By the end of World War II, Lyall was strongly against appeasement, and an admirer of Winston Churchill. The turmoil of the 1949 Australian coal strike and subsequent petrol rationing caused difficulties for the two Howard family petrol businesses, a dispute which ended when the army was sent in to defeat the unions. Both Lyall and Mona Howard became enthusiastic supporters of the newly created Liberal Party of Australia, and celebrated the election night of 1949 which brought Prime Minister Robert Menzies to power, defeating the Labor government of Ben Chifley. When the election results were declared, Lyall built a bonfire in the backyard to burn his petrol rationing card. He later became a paid-up member of the Liberal Party.
According to a Sydney Morning Herald report published on 7 January 1989, there were some suspicions in the Howard family that Lyall was a member of the New Guard, an unofficial paramilitary organisation active in the 1930s which stood for "unswerving loyalty to the Throne; all for the British Empire; sane and honourable government throughout Australia; suppression of any disloyal and immoral elements in government, industrial and social circles; abolition of machine politics, and maintenance of the full liberty of the individual." Lyall's son Walter Howard disputes the claim. However, when interviewed by author Peter van Onselen about his father's involvement in the New Guard, another son, Bob, an academic and a member of the Australian Labor Party recalls Lyall defending New Guard activities, and said his father probably was a member of the New Guard.

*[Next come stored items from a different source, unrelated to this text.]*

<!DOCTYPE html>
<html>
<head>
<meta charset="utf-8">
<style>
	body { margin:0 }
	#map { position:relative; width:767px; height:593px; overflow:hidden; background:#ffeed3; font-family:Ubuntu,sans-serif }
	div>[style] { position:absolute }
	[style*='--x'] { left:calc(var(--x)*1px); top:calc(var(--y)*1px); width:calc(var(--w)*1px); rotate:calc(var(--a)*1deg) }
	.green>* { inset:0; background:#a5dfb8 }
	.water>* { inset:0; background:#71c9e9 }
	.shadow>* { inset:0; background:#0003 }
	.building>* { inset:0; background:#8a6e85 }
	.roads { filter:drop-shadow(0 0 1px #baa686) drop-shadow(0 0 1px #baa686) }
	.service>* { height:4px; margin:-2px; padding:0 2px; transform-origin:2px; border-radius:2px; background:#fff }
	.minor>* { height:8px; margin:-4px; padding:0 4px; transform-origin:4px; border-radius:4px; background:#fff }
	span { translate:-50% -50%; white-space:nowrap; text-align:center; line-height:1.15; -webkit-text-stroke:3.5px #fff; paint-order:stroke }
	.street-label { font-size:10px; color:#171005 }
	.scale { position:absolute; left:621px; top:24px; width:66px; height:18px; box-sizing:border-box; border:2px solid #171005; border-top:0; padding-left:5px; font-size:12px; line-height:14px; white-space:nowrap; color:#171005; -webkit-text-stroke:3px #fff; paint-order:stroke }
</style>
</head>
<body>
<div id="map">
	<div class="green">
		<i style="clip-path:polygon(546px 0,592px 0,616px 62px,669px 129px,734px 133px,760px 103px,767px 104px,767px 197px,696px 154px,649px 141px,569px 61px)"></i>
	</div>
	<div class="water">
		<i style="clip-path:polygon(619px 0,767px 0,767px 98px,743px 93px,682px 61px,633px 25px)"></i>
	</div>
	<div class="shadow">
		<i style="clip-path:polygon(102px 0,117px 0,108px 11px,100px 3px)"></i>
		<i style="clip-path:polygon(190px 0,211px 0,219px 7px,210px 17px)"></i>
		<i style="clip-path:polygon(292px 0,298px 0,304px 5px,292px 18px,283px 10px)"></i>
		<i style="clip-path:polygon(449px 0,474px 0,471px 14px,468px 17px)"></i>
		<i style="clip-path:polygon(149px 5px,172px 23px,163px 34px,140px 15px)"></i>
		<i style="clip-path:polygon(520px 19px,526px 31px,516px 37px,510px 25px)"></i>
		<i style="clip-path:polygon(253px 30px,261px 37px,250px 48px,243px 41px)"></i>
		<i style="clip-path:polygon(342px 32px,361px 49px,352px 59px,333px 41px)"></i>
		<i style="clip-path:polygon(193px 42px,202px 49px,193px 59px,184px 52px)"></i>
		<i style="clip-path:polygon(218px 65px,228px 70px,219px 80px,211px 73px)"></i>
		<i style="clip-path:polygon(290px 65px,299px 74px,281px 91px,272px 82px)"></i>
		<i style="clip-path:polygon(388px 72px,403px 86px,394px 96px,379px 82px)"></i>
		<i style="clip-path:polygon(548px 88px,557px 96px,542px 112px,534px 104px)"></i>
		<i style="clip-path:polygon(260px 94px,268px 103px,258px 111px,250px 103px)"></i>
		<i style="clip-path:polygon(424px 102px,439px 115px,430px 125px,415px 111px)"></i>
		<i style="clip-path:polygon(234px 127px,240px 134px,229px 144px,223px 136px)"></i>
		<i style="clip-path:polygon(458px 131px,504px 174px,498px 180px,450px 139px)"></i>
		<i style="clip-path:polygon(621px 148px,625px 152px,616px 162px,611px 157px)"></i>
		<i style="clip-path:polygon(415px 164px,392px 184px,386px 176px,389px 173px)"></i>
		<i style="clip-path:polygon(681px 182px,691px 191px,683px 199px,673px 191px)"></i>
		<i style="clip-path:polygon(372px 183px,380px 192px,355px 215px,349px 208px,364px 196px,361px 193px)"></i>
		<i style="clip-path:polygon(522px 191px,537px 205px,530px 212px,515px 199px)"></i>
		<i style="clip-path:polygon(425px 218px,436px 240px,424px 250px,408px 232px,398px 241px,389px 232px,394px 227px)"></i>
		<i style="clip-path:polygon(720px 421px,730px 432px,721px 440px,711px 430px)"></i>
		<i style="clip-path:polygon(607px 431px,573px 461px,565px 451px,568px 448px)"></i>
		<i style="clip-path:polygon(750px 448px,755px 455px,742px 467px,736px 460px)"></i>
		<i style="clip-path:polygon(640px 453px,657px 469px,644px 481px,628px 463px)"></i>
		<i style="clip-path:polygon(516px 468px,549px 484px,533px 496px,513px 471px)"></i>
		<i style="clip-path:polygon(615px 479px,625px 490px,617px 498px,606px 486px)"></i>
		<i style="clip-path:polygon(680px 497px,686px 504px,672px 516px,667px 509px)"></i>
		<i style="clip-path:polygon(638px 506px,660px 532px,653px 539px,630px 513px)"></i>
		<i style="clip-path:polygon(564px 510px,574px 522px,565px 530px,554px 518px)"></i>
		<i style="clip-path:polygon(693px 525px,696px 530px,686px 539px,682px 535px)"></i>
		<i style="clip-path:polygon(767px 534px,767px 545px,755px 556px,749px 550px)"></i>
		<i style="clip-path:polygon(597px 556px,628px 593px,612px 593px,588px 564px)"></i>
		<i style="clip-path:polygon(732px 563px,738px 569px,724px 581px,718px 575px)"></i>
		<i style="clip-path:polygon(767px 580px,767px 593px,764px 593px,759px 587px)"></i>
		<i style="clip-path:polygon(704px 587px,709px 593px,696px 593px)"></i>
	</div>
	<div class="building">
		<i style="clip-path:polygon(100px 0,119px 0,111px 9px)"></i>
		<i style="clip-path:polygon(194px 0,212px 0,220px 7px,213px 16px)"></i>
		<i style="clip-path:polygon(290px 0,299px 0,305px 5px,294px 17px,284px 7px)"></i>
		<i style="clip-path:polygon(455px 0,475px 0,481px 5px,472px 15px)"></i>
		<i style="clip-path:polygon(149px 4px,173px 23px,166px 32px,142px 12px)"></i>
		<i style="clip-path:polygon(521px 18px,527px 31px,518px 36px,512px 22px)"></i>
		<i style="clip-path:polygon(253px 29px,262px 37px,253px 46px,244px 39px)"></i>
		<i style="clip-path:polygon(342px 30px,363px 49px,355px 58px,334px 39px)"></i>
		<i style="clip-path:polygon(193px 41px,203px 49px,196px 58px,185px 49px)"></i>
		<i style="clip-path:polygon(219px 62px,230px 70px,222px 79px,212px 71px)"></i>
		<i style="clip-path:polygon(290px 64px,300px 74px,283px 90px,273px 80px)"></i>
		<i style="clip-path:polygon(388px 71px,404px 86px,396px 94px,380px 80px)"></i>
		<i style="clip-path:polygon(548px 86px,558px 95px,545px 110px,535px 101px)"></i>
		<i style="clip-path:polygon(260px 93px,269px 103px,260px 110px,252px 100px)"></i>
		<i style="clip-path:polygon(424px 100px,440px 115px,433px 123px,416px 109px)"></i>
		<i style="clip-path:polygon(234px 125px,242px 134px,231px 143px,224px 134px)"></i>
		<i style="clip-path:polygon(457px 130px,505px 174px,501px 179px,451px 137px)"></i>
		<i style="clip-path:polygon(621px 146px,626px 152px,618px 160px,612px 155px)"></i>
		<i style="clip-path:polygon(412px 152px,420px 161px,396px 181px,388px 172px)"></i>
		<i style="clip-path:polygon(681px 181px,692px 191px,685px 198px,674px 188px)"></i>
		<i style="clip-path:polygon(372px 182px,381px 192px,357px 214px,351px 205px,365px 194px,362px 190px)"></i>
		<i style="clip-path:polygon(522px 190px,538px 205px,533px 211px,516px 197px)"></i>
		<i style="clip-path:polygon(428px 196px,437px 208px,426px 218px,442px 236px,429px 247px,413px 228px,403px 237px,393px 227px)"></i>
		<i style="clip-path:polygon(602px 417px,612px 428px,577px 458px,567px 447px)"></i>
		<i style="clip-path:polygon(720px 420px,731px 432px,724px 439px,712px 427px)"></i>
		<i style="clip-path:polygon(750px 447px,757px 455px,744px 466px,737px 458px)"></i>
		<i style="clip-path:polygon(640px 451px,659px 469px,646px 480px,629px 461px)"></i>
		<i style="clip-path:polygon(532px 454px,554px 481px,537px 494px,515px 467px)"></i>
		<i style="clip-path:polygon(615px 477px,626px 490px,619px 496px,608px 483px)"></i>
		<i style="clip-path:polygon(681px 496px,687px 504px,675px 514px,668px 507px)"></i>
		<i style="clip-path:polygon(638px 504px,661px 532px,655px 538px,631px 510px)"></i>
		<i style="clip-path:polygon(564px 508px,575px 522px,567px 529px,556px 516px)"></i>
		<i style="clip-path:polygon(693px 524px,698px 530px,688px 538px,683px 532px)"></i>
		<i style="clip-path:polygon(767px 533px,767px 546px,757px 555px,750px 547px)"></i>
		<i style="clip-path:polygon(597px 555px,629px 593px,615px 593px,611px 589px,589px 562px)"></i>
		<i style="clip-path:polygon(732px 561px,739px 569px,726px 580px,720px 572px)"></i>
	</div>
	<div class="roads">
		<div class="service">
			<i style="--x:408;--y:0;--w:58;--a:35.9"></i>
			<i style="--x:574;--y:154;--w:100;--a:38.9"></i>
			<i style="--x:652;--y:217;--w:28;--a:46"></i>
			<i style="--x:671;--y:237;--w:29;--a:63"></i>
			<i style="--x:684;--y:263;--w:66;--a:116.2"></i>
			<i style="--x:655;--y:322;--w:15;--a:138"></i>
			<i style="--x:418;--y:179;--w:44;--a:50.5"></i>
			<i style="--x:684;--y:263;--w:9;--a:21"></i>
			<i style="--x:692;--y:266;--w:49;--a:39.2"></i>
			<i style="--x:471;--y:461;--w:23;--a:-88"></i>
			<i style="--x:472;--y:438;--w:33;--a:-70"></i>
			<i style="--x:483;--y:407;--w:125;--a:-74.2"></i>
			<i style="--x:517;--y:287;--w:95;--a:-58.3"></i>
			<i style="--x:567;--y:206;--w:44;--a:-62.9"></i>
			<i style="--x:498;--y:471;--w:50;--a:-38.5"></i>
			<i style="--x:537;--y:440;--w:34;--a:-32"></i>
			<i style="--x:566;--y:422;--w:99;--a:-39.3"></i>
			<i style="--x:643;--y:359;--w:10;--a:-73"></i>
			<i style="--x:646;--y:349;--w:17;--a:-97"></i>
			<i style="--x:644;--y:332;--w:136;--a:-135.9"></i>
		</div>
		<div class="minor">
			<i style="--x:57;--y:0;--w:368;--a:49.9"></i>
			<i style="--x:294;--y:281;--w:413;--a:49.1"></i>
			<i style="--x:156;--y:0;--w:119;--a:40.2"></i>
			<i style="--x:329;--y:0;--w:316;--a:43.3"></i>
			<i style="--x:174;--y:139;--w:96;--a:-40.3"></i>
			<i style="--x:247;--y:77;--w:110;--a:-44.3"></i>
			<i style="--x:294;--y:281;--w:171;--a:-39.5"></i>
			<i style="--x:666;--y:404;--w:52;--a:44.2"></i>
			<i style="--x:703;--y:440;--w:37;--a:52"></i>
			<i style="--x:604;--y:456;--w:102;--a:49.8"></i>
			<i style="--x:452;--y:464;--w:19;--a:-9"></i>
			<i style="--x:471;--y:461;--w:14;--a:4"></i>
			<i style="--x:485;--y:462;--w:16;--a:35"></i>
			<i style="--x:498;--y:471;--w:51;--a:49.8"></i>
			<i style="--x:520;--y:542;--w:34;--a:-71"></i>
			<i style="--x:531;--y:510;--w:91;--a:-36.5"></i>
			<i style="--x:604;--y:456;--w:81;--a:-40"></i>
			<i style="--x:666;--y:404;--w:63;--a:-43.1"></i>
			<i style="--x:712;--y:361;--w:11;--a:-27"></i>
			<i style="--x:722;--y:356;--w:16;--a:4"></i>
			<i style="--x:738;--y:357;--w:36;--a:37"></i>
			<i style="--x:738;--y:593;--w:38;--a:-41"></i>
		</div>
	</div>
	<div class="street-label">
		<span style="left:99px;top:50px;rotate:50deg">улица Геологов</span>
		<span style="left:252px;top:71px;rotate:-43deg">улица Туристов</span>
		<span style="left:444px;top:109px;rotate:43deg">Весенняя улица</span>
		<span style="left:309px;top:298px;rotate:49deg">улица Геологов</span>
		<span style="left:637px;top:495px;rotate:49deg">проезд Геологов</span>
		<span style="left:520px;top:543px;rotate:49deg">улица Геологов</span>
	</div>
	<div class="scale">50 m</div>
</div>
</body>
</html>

Lyall never recovered from the gassing on the battlefields of World War I. He died of chronic bronchitis in 1955, at the age of 59. John Howard, who was age 16 at the time, remembers: "You never think at that age that your father was going to die. I'd always hoped that my father would be proud of me ... My mother lived to see me become treasurer and go into politics, came to my first Budget, had dinner at The Lodge. My dad, my dad didn't, unfortunately."